## Provided data:
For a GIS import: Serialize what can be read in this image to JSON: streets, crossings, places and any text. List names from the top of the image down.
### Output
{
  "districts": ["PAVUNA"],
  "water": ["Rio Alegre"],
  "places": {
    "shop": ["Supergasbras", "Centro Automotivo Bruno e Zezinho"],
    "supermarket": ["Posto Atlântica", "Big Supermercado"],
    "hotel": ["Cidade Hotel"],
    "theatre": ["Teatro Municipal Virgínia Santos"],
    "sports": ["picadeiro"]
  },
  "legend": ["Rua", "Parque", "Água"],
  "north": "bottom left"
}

* * *

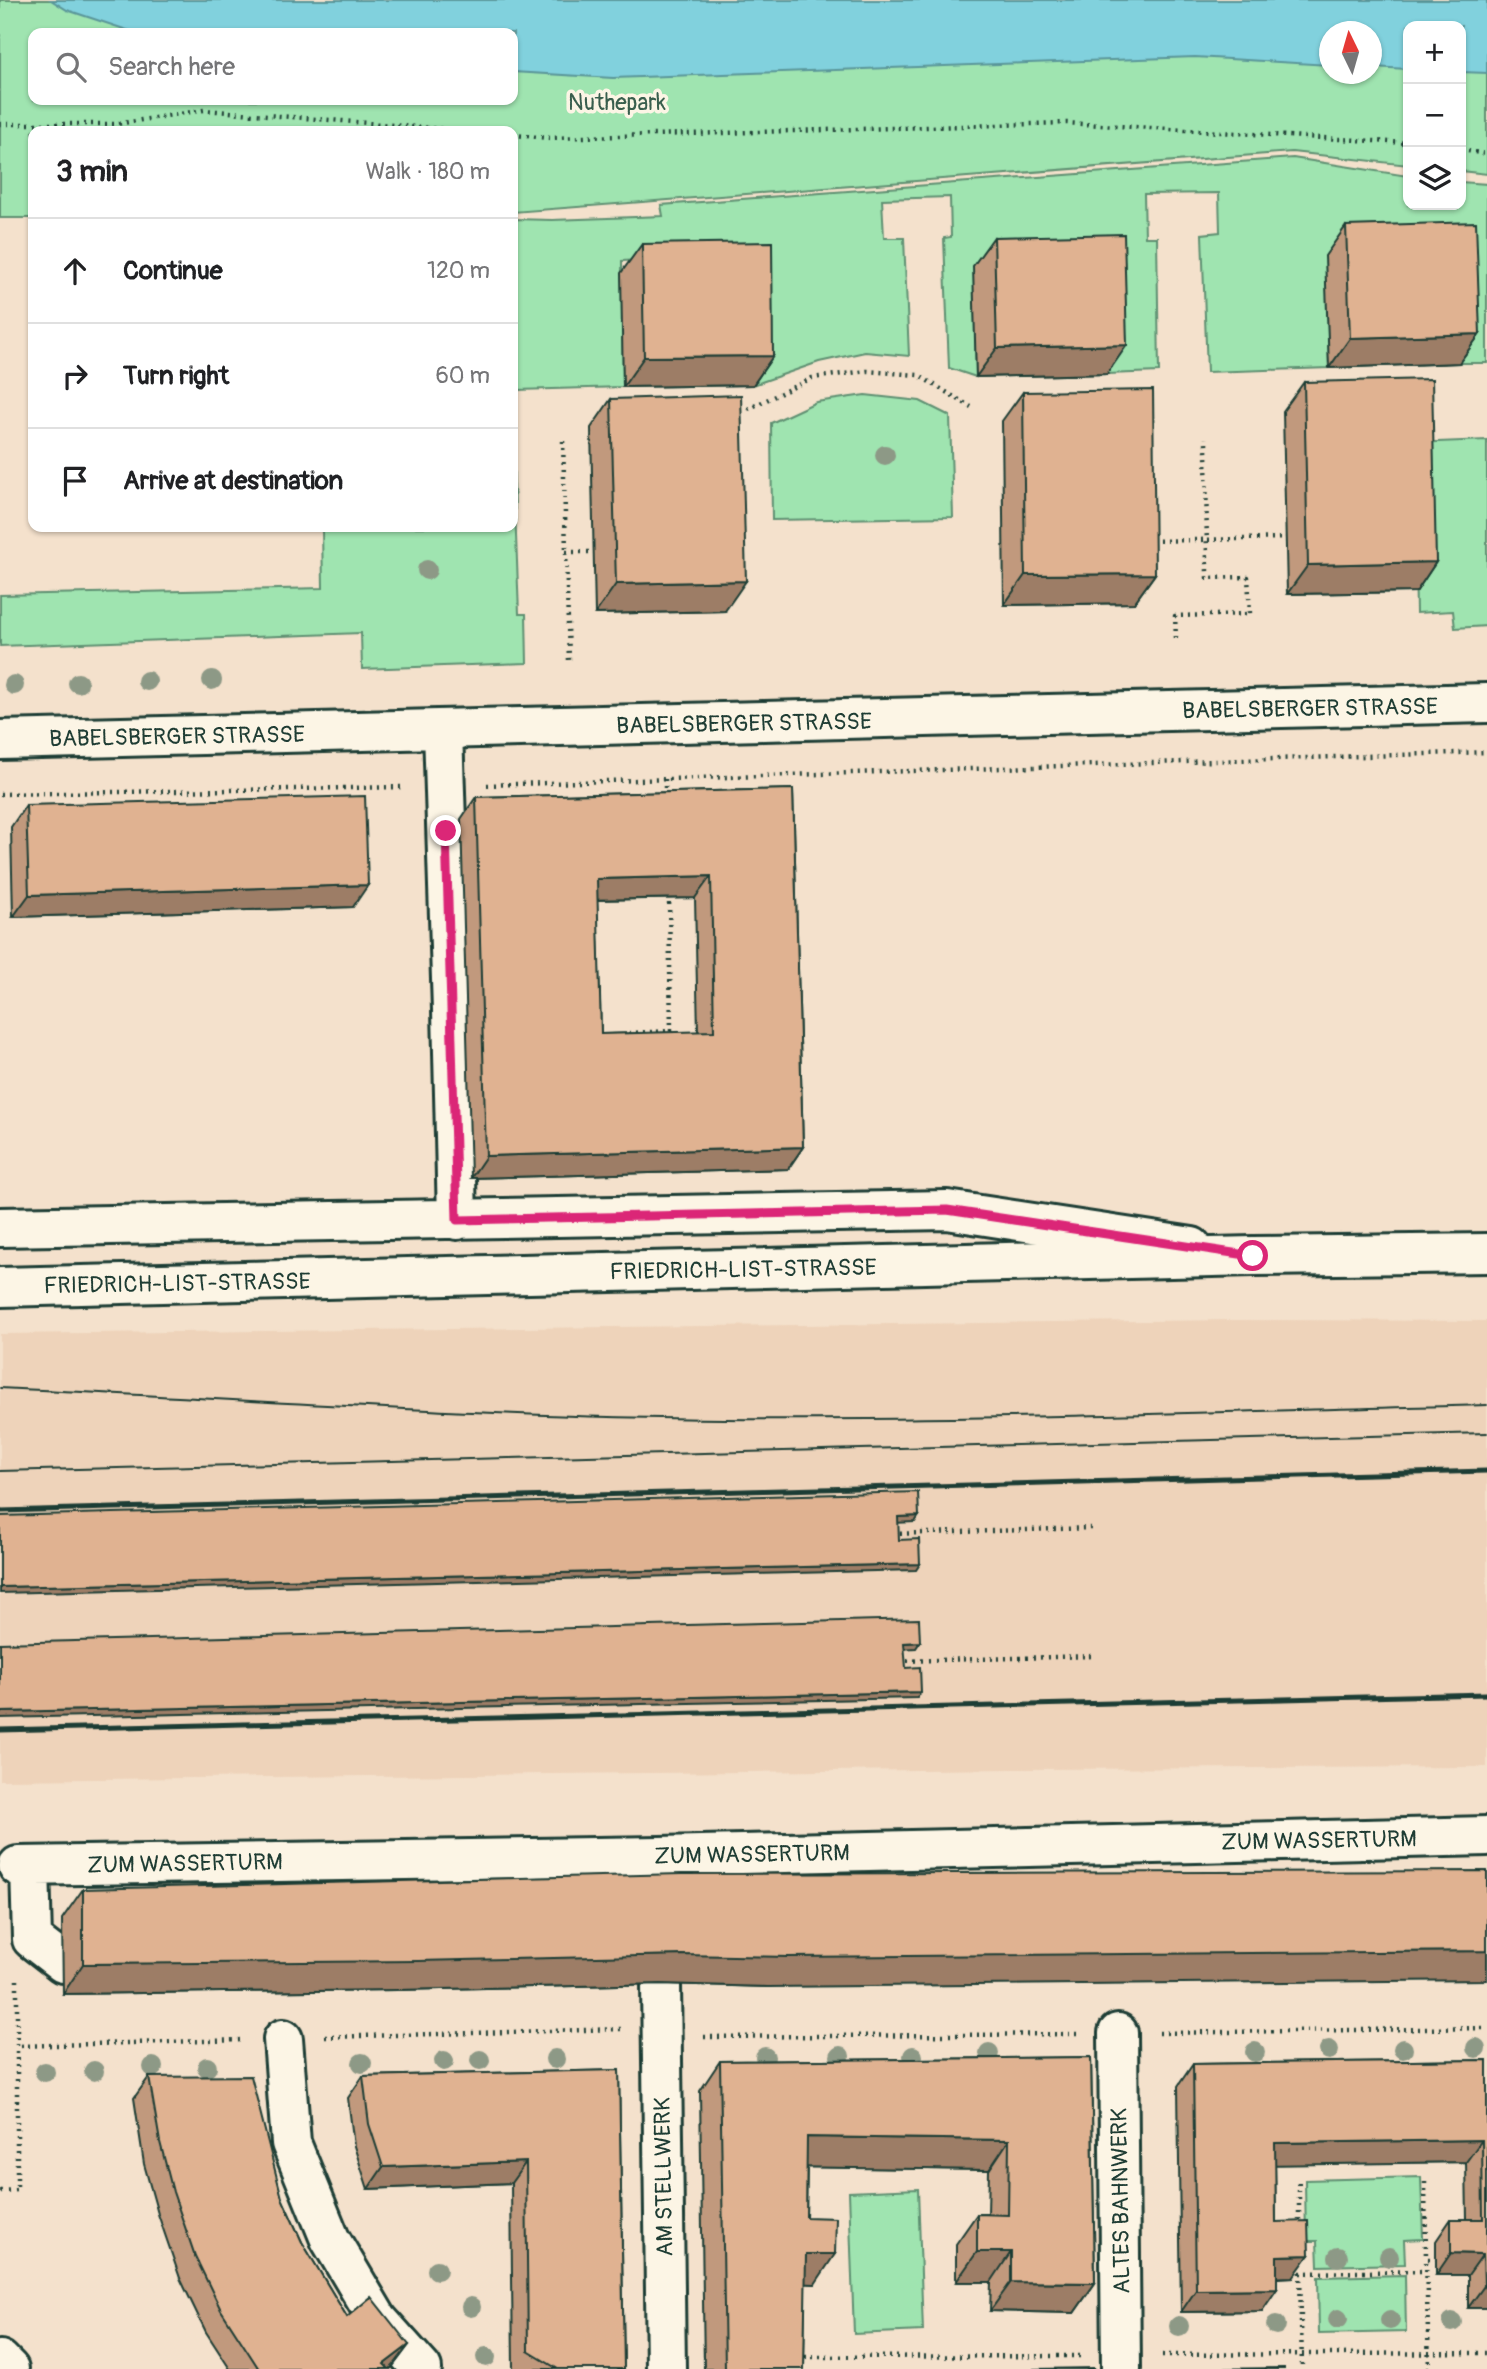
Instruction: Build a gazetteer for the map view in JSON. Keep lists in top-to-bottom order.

## Task:
Filter these records, keeping every line where the word "JSON" occurs.

## Written answer:
For a GIS import: Serialize what can be read in this image to JSON: streets, crossings, places and any text. List names from the top of the image down.
Instruction: Build a gazetteer for the map view in JSON. Keep lists in top-to-bottom order.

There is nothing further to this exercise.